PROMPT:
Lines holding the string "color": copy each one from the listing below.

DATA FOR THE TASK:

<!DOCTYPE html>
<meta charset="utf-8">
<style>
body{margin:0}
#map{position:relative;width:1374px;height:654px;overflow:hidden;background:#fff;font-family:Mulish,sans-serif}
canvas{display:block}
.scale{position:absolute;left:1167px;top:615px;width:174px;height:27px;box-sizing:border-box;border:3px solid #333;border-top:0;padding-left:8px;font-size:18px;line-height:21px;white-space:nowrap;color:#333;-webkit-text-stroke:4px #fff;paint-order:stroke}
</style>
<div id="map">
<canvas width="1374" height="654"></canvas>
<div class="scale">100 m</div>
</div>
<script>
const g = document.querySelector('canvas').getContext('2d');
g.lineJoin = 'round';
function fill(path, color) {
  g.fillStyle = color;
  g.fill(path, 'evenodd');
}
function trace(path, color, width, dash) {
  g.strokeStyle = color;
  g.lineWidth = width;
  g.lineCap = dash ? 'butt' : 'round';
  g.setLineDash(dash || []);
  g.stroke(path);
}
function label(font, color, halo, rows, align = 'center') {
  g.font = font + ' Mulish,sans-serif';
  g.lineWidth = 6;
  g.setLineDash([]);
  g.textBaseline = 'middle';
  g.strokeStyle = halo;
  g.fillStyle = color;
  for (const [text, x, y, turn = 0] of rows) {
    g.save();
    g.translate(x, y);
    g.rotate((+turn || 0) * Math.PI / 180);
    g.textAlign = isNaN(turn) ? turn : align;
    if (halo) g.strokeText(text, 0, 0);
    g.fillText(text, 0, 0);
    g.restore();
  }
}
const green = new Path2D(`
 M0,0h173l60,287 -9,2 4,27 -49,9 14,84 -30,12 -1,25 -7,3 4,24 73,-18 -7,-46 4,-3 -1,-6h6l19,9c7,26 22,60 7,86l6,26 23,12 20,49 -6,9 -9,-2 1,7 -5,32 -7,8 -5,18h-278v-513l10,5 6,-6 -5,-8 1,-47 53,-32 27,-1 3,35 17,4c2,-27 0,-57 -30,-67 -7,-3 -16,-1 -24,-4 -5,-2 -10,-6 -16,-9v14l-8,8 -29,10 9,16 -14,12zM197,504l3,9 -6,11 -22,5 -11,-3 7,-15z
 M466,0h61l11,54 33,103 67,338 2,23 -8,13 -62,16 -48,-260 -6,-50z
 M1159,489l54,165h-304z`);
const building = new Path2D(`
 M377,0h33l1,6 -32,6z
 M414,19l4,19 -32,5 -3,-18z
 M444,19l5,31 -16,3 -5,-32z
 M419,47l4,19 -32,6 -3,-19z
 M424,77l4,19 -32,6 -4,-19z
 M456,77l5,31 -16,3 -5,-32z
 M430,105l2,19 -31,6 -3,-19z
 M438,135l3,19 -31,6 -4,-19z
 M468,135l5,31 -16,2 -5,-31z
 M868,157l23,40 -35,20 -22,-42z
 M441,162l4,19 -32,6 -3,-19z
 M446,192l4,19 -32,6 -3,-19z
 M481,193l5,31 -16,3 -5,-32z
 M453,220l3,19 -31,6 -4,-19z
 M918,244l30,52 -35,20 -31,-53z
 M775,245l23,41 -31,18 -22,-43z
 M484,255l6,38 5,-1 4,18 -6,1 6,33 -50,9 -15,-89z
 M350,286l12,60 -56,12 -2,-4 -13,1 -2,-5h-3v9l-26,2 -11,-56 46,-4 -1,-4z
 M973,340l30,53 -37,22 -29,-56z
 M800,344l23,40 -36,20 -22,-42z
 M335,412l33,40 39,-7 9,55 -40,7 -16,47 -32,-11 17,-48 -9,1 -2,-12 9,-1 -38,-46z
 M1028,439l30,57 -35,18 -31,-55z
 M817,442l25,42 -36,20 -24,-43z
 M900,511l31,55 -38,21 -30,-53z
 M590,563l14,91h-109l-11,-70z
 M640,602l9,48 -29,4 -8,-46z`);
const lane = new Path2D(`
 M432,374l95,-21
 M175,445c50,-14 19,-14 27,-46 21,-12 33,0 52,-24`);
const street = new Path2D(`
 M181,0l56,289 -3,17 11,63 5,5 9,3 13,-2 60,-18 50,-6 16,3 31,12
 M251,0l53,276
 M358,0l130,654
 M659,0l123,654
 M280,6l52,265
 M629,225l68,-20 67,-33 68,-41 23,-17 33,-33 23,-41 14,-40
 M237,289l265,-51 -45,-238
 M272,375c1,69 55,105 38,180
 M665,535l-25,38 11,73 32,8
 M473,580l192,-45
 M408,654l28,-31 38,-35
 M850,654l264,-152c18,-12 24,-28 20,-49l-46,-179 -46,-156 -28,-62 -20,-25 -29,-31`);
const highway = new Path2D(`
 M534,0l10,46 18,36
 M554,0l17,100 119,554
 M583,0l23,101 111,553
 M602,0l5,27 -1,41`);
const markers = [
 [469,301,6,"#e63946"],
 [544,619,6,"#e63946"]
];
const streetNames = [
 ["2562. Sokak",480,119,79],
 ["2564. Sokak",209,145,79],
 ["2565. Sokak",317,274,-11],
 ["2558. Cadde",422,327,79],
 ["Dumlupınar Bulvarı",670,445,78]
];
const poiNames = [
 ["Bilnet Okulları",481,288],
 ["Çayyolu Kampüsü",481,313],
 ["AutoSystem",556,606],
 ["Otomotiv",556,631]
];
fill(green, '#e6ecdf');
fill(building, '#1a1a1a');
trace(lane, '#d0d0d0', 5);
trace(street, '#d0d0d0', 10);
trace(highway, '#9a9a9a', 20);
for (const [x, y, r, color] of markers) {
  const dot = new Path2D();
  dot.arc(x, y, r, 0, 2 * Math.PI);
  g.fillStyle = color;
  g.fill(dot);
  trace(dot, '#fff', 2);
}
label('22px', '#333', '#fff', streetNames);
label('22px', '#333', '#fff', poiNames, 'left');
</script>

SOLUTION FOR THIS TASK:
.scale{position:absolute;left:1167px;top:615px;width:174px;height:27px;box-sizing:border-box;border:3px solid #333;border-top:0;padding-left:8px;font-size:18px;line-height:21px;white-space:nowrap;color:#333;-webkit-text-stroke:4px #fff;paint-order:stroke}
function fill(path, color) {
  g.fillStyle = color;
function trace(path, color, width, dash) {
  g.strokeStyle = color;
function label(font, color, halo, rows, align = 'center') {
  g.fillStyle = color;
for (const [x, y, r, color] of markers) {
  g.fillStyle = color;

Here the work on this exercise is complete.